A tensão desenvolvida por Chandor é angustiante. Ele utiliza tecnicas de roteirização não linear para construir o suspense, revelando situações e fatos não de forma progressiva com a história, mas de acordo com progressão da atmosfera apreensiva que ele cria, o que dá aquela sensação de que cada novo fato revelado ou esclarecido ao espectador são cavas mais fundas no buraco que o personagem se encontra. Oscar Isaac, que foi recentemente visto em As Duas Faces de Janeiro (The Two Faces Of January, 2014) realmente dá uma maior profundidade ao personagem do que ele aparentemente teria, tal qual fez no seu filme anterior. Jessica Chastain tem dispensado comentários, seus últimos trabalhos, mesmo que em filmes não tão bons, tem sido muito interessantes. Vê-la recentemente em Dois Lados do Amor (The Disappearance Of Eleanor Rigby, 2014) e depois neste filme, a diferença é impressionante. Ela não chega a ter a finesse e a técnica um tanto britânica da australiana Cate Blanchett, mas ela consegue se transformar bem entre um papel e outro tanto quanto. Sua participação também não chega a ser muito grande no filme. É grande no início, mas perde espaço na segunda metade do filme. Mesmo assim ela é uma importante peça em toda a trama, pois sua personagem é filha de um gângster, o que não a caracteriza como uma criminosa, mas suas atitudes tem propósitos muito certeiros e justificáveis, bastante questionáveis também, sendo ela a outra polaridade do imã e a verdadeira grande influência nas decisões de Abel. Ou seja, Anna é uma personagem bastante grandiosa e importante que transcende o tempo que aparece na tela, a grande mulher por trás de um grande homem.
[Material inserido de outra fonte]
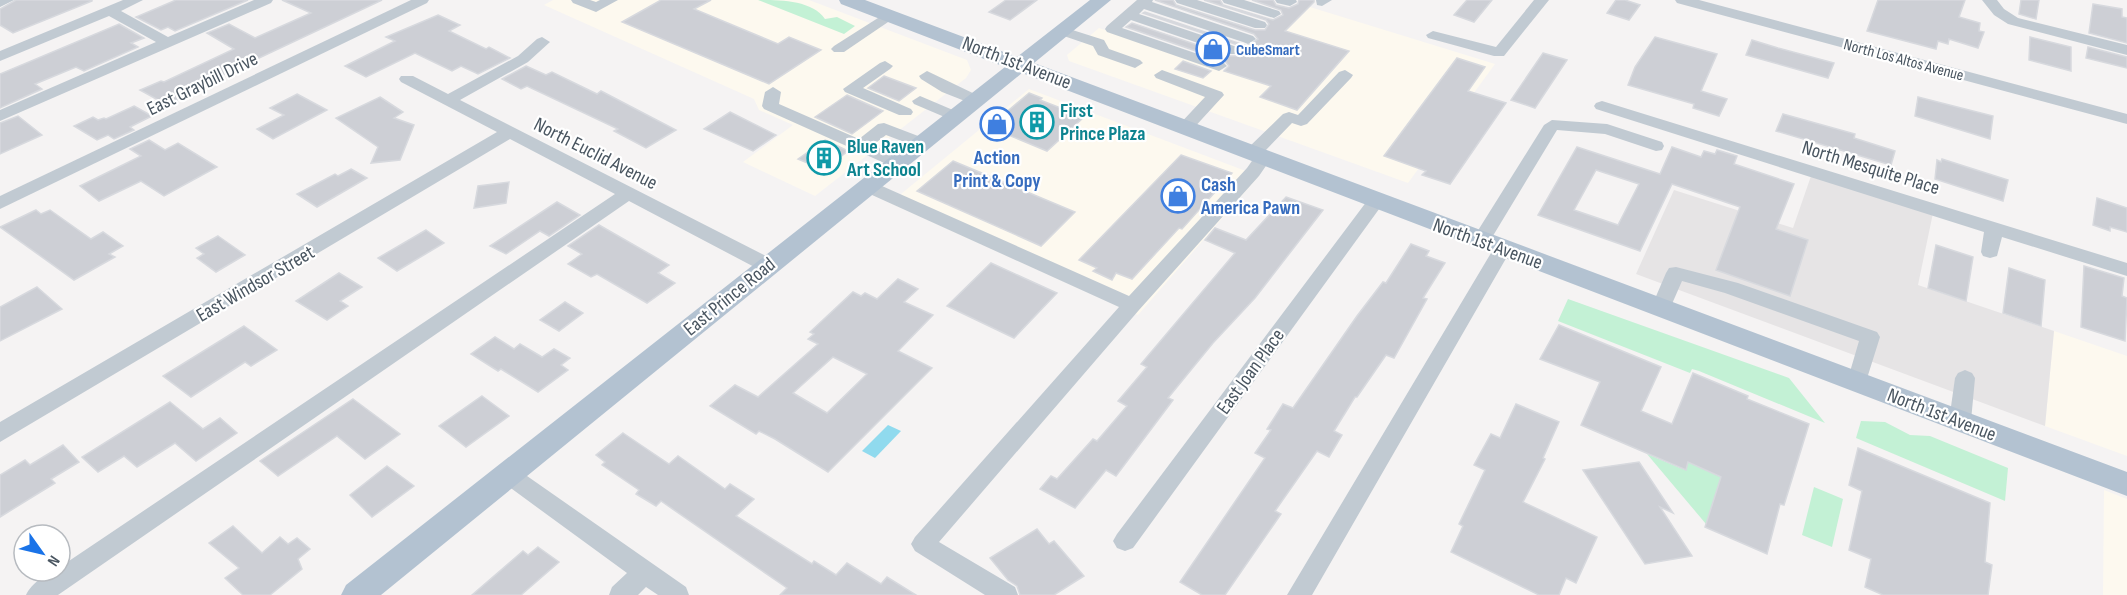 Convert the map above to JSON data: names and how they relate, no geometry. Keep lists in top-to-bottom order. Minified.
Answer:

Apesar de alguns momentos ele parecer bastante confuso pela falta dessa linearidade, além de algumas outras situações um tanto confusas que realmente colocam em dúvida essa tal integridade do personagem, o filme sem dúvida mostra aquela realidade que já bem conhecemos, a de que não há honestidade e integridade suficiente que consiga combater as doenças sociais nas quais todos estão vulneráveis. E embora 1981 realmente tenha sido estatisticamente o ano mais violento de Nova York, o título também remete à violência moral sofrida pelo personagem, e de que é possível evitar qualquer desastre, mas é impossível evitar o mundo corruptível, o que nos faz voltar a considerar o lamarckismo de que o meio é o grande responsável por transformar o homem que vive nele, pois é nos momentos finais do filme e na forte expressão no olhar de Abel de que, por mais que ele quisesse, para dar continuidade a seus planos, ele não podia impedir o pior de acontecer. É então que temos o endosso de que o personagem, enfim, entrou em um caminho sem volta.

CONCLUSÃO...
Não dá pra negar que o filme consegue desenvolver muito bem o processo de transformação do personagem e como o mundo corruptível realmente consegue corromper até os mais fortes e relutantes, fazendo de O Ano Mais Violento uma explicação óbvia em forma de longa metragem sobre a vulnerabilidade das pessoas frente às amoralidades que as rodeiam.